UK airline Flybe collapses as virus hits flights worldwide


Thursday March 5, 2020


One of Britain's biggest airlines, Flybe, collapsed Thursday with passengers left stranded as the coronavirus epidemic takes a heavy toll on air travel around the world.

A statement on Flybe's website said the no-frills airline, which employs 2,000 people, had entered administration and could not arrange alternative flights for its passengers.

"All flights have been grounded and the UK business has ceased trading with immediate effect," said the company, which avoided going bust in January only after being granted a tax holiday by the government.

Flybe is the biggest operator of UK domestic flights and carries around eight million passengers annually.

But it failed to turn around its fortunes since being purchased by the Connect Airways consortium last year, initially owing to weak demand and fierce competition.

That has now been compounded by the new coronavirus, with a slew of airlines cancelling flights and warning profits would take a hit from decreased demand.

The announcement came hours after media reports that the airline could collapse following its failure to secure a £100 million ($129 million, 115 million euros) state loan
to help stabilise the business.

The impact of COVID-19 on travel "has made a bad situation much worse", sources told the BBC, while Bloomberg News reported Thursday that no agreement could be reached on a virus-related government bailout.

Small British airlines have suffered recently from volatile fuel costs and a weak pound.

Flybe operates from 43 airports across Europe and 28 in Britain, and its collapse left potentially thousands of people stranded far from home.

"If you are due to fly with Flybe, please DO NOT TRAVEL TO THE AIRPORT unless you have arranged an alternative flight with another airline," the airline said.

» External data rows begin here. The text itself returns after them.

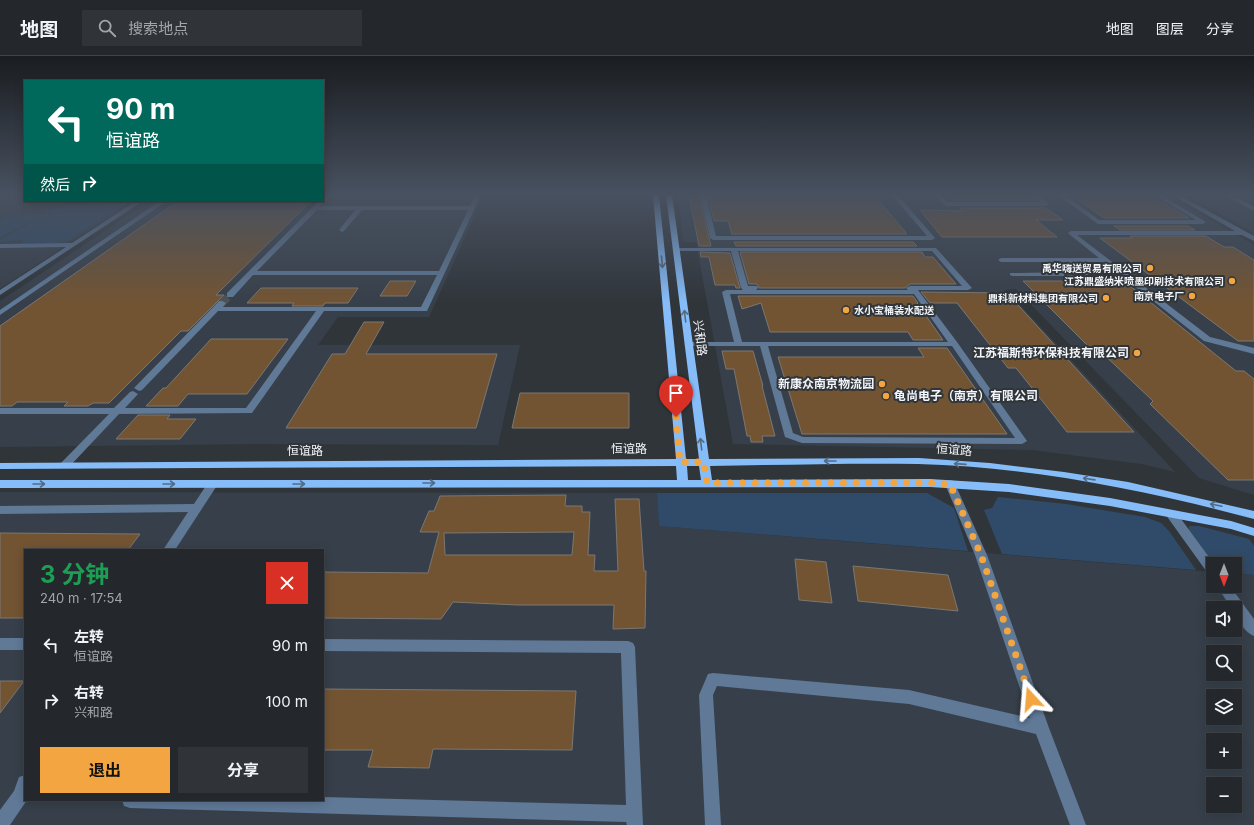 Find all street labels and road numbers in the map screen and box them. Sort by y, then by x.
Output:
street label: 兴和路 [691,319,710,357]
street label: 恒谊路 [611,441,647,456]
street label: 恒谊路 [936,441,973,458]
street label: 恒谊路 [287,443,323,458] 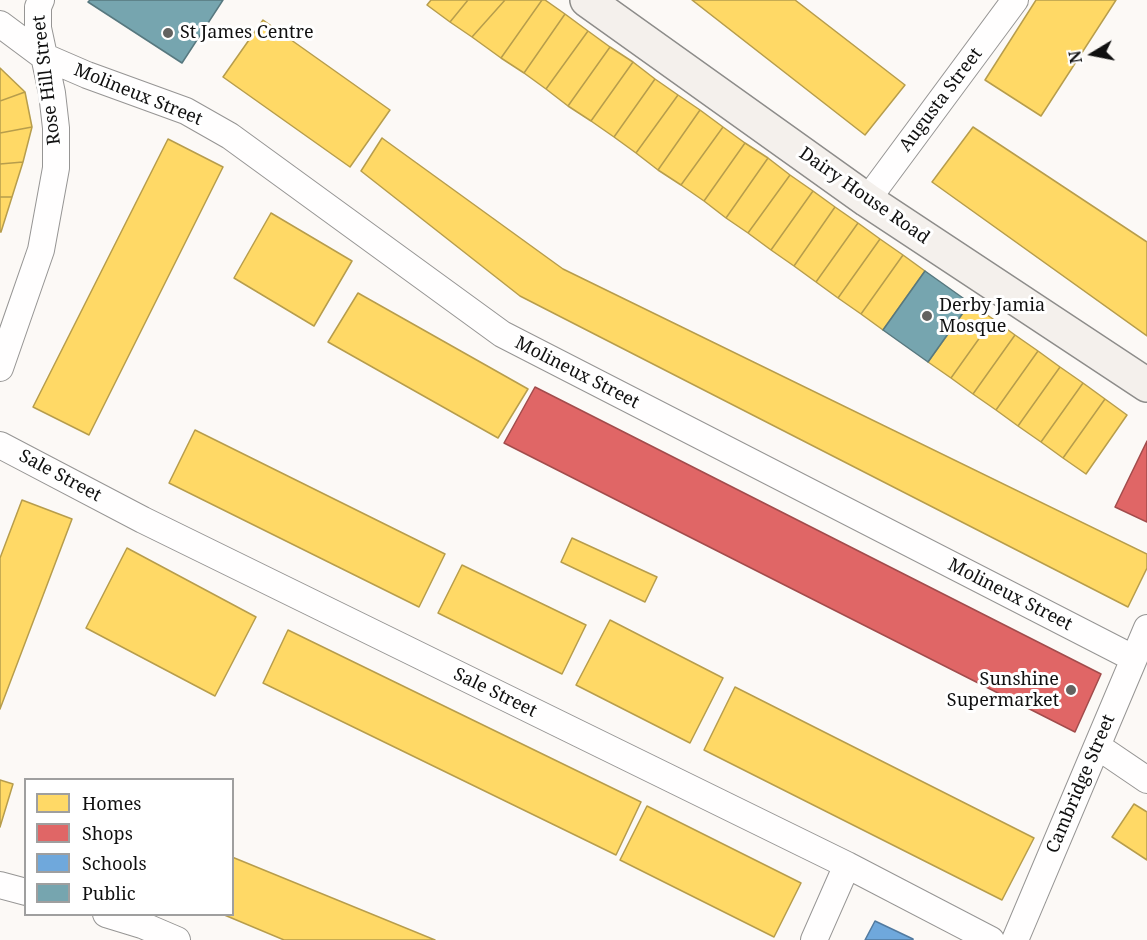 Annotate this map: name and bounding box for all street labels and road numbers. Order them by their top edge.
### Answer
street label: Rose Hill Street [28,14,66,146]
street label: Augusta Street [895,44,987,156]
street label: Molineux Street [71,59,205,131]
street label: Dairy House Road [795,143,933,249]
street label: Molineux Street [511,332,643,414]
street label: Sale Street [15,445,105,507]
street label: Molineux Street [944,554,1076,636]
street label: Sale Street [450,664,540,722]
street label: Cambridge Street [1042,711,1120,857]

The British government said it had asked bus and train operators to accept Flybe tickets and other airlines to offer reductions to help passengers reach their destination.

"Flybe's financial difficulties were longstanding and well documented and pre-date the outbreak of COVID-19," a spokesperson said in a statement.

Flybe's owner, the Connect Airways consortium, is led by Virgin Atlantic and also includes investment firm Cyrus and infrastructure specialist Stobart.

Chief Executive Mark Anderson said "every possible attempt" had been made to avoid the collapse, but that the airline had been "unable to overcome significant funding challenges".

n January, Flybe said it had agreed a payment plan with authorities to defer tax payments of less than £10 million.